Drei unterschiedliche theoretische Profile, in denen Performanz religionspädagogisch modelliert wird, treten in den von Leonhard/Klie (2003) zusammengestellten Beiträgen auf evangelischer Seite hervor: Zeichendidaktisch wird die ursprünglich von der → Symboldidaktik für den Unterricht in Geltung gesetzte Einsicht aufgegriffen und prononciert, dass Symbole nicht ohne ihren handlungspraktischen „Sitz im Leben“ verstanden und kommuniziert werden können (so u.a. Dressler/Klie, 2002). Symbolhermeneutik sprengt die Grenzen herkömmlicher Texthermeneutik (→ Hermeneutik) und schließt neben den semantischen auch die syntaktischen und pragmatischen Dimensionen des Zeichengebrauchs ein. Einen anderen Akzent setzt die von Dietrich Zilleßen vertretene dekonstruktivistische Perspektive (Zilleßen, 2008), die in der performance die Unabschließbarkeit der Lesarten prononciert offen und daher die fortlaufende Abdrift der Bedeutungen in Bewegung halten will. Im maßgeblich von Christoph Bizer (Bizer, 1991) vertretenen gestaltpädagogischen Ansatz gewinnt eine Worttheologie besonderes Profil, die eine dem Gotteswort angemessene Inszenierung der Heiligen Schrift auch in religiösen Lernprozessen verlangt: Das Wort erschließt sich nicht als papierener Text, sondern in der Performanz des Wortlautes soll das Heilige in den Kommunikationsraum eintreten.

Eine offene Frage ist es, wie unter den konkreten schulischen Bedingungen des Religionsunterrichts die für Zilleßens Position erforderliche Gleichzeitigkeit von Selbstrelativierung und Subjektstärke auszubalancieren ist. Im Blick auf die Schulwirklichkeit erscheint Bizers Erwartung prekär, die Präsenz des Heiligen unterrichtlich evozieren zu können. Liturgik und Didaktik werden bei ihm bis an die Grenze ihrer Unterscheidbarkeit verschränkt.

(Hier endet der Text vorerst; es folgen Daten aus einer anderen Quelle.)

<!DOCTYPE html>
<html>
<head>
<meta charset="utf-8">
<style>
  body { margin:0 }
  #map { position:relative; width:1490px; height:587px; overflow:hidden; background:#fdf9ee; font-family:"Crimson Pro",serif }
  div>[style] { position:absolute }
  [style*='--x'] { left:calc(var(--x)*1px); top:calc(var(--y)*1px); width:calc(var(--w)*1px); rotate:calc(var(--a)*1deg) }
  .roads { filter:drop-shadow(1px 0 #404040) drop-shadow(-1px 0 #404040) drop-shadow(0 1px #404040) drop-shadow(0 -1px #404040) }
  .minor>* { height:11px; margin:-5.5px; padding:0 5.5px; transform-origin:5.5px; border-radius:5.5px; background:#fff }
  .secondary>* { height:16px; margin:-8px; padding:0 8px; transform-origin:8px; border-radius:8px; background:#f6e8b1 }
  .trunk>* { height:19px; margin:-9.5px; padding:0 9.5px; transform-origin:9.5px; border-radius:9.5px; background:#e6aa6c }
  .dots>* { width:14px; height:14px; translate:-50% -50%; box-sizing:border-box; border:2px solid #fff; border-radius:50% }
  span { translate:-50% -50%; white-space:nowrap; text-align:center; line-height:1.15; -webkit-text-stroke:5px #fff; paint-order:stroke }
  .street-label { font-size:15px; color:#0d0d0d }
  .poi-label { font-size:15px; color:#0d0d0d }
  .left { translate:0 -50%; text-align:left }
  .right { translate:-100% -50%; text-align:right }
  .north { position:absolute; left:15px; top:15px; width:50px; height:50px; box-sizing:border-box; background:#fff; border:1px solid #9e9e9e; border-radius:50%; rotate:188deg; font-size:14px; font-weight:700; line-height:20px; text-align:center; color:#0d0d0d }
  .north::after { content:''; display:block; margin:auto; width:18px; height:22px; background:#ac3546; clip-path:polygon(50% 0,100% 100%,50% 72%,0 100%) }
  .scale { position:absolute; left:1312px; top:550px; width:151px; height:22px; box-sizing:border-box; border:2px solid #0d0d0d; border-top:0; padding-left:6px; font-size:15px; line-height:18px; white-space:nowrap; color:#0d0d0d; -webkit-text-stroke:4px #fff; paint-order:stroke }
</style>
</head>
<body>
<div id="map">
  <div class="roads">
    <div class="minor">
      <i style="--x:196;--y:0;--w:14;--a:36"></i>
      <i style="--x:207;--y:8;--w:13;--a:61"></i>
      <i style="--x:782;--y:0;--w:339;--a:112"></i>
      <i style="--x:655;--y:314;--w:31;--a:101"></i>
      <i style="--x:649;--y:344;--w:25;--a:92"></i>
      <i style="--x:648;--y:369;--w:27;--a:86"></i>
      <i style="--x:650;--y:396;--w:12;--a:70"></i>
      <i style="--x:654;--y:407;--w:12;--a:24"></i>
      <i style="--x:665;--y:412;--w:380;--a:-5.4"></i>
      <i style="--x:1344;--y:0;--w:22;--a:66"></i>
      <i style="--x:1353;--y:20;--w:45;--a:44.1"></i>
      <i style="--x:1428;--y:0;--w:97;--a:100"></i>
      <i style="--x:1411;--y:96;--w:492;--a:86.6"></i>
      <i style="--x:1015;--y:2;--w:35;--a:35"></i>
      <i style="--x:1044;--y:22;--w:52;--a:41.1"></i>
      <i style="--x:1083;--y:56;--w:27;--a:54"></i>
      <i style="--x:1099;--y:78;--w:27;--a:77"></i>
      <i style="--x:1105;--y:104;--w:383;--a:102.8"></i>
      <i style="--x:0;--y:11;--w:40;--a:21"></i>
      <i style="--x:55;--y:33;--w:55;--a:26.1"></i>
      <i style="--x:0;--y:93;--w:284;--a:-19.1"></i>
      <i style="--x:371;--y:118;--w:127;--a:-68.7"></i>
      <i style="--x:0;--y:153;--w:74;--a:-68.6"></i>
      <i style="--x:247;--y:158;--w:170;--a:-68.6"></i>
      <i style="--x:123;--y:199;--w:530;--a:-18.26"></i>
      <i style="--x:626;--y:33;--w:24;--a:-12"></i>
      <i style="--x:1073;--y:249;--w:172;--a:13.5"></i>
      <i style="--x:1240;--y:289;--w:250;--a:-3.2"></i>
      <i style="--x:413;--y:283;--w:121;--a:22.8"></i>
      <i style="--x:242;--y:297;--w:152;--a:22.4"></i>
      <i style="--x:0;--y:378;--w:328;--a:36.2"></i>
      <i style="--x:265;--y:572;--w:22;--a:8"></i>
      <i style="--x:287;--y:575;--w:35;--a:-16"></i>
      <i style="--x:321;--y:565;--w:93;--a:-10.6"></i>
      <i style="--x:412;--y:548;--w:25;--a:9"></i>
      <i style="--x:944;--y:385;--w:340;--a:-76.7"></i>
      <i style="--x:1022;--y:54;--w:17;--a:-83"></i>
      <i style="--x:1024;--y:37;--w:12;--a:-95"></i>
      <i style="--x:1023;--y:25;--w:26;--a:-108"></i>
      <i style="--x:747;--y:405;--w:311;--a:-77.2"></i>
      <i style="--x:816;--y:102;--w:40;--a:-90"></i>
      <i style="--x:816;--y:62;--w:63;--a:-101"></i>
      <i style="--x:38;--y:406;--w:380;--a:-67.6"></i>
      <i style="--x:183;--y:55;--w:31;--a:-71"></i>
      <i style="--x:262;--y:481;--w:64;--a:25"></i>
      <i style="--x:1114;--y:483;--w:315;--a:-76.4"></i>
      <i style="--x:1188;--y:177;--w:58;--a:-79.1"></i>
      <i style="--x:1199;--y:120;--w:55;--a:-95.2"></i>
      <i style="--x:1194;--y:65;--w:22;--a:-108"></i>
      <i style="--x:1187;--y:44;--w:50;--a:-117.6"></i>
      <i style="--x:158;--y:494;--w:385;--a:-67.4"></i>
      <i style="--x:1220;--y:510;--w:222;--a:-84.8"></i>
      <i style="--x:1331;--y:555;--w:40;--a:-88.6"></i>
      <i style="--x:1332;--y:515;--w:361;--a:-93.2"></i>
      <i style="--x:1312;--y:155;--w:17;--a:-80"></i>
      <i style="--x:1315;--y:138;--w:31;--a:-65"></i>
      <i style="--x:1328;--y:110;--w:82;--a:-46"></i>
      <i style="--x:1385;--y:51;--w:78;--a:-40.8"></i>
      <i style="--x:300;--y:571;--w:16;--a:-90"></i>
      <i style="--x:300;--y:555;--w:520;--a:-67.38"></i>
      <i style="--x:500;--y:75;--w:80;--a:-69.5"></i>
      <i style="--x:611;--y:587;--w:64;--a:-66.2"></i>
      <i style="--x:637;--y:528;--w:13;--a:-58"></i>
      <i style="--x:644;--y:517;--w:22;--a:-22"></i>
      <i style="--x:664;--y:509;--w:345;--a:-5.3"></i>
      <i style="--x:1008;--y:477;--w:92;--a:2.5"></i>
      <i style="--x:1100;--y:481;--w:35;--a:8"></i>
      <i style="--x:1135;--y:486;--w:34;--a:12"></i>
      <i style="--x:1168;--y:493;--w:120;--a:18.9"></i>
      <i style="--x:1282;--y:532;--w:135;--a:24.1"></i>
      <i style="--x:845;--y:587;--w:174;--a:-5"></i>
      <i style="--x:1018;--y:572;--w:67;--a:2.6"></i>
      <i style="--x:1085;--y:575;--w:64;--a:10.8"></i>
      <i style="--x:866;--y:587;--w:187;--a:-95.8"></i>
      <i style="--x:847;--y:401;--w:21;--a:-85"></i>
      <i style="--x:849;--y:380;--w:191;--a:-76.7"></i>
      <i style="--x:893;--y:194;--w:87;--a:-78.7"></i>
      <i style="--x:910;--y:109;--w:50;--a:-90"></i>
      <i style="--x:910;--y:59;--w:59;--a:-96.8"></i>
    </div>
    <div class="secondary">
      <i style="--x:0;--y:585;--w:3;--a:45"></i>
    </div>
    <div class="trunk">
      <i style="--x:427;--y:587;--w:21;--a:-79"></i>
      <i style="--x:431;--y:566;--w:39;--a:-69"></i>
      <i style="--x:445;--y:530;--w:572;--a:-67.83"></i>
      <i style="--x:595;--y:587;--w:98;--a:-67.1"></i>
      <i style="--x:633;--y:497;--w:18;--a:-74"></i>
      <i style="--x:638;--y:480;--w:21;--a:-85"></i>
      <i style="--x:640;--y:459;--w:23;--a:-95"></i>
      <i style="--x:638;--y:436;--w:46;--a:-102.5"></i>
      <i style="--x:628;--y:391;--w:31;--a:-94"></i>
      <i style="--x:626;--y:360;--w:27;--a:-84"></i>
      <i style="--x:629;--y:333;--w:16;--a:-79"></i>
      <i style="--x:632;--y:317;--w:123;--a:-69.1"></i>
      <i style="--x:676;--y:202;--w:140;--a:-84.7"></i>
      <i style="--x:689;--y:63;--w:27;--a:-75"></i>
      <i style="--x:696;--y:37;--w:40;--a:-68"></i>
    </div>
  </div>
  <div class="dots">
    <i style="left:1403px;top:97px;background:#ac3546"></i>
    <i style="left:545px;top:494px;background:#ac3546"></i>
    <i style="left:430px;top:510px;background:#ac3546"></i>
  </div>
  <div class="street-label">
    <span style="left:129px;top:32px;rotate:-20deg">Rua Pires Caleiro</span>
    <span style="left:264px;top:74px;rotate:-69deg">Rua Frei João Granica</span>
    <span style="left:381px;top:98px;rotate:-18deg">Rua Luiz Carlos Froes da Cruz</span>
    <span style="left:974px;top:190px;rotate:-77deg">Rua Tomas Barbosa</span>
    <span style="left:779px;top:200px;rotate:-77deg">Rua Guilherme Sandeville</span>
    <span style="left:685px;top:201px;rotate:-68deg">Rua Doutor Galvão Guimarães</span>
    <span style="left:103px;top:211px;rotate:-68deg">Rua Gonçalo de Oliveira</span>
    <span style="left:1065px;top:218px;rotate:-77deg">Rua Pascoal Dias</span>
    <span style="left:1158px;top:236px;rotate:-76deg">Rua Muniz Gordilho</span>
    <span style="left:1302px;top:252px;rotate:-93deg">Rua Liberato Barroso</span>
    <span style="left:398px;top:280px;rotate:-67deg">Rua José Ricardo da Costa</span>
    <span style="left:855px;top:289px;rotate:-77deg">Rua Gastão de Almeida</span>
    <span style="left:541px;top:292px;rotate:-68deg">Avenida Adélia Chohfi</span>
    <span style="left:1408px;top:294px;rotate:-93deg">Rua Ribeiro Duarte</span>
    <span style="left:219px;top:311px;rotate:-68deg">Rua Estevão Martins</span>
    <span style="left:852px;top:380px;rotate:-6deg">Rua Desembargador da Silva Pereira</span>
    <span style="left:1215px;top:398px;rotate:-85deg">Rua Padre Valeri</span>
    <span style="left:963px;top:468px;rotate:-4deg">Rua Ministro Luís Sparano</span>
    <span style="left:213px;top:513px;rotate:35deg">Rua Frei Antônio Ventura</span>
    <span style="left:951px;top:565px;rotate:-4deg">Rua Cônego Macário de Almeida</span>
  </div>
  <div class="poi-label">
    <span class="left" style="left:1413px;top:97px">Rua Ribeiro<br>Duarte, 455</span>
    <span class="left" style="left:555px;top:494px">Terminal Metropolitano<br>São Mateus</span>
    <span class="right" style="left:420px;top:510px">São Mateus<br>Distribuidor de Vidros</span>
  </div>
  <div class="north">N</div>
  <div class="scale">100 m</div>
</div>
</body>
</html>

Die Schule stellt nur im Ausnahmefall genug Raum für den Aufbau der von Bizer mit Recht vorausgesetzten, aber auch besonders störungsanfälligen „Atmosphären“ bereit. Es geht zunächst – bescheidener – um eine Religionsdidaktik, die auch in der schulischen Normalsituation der Einsicht gerecht wird, dass man nicht über Religion kommunizieren kann, ohne dass wenigstens eine Ahnung von religiöser Kommunikation ins Spiel gebracht wird.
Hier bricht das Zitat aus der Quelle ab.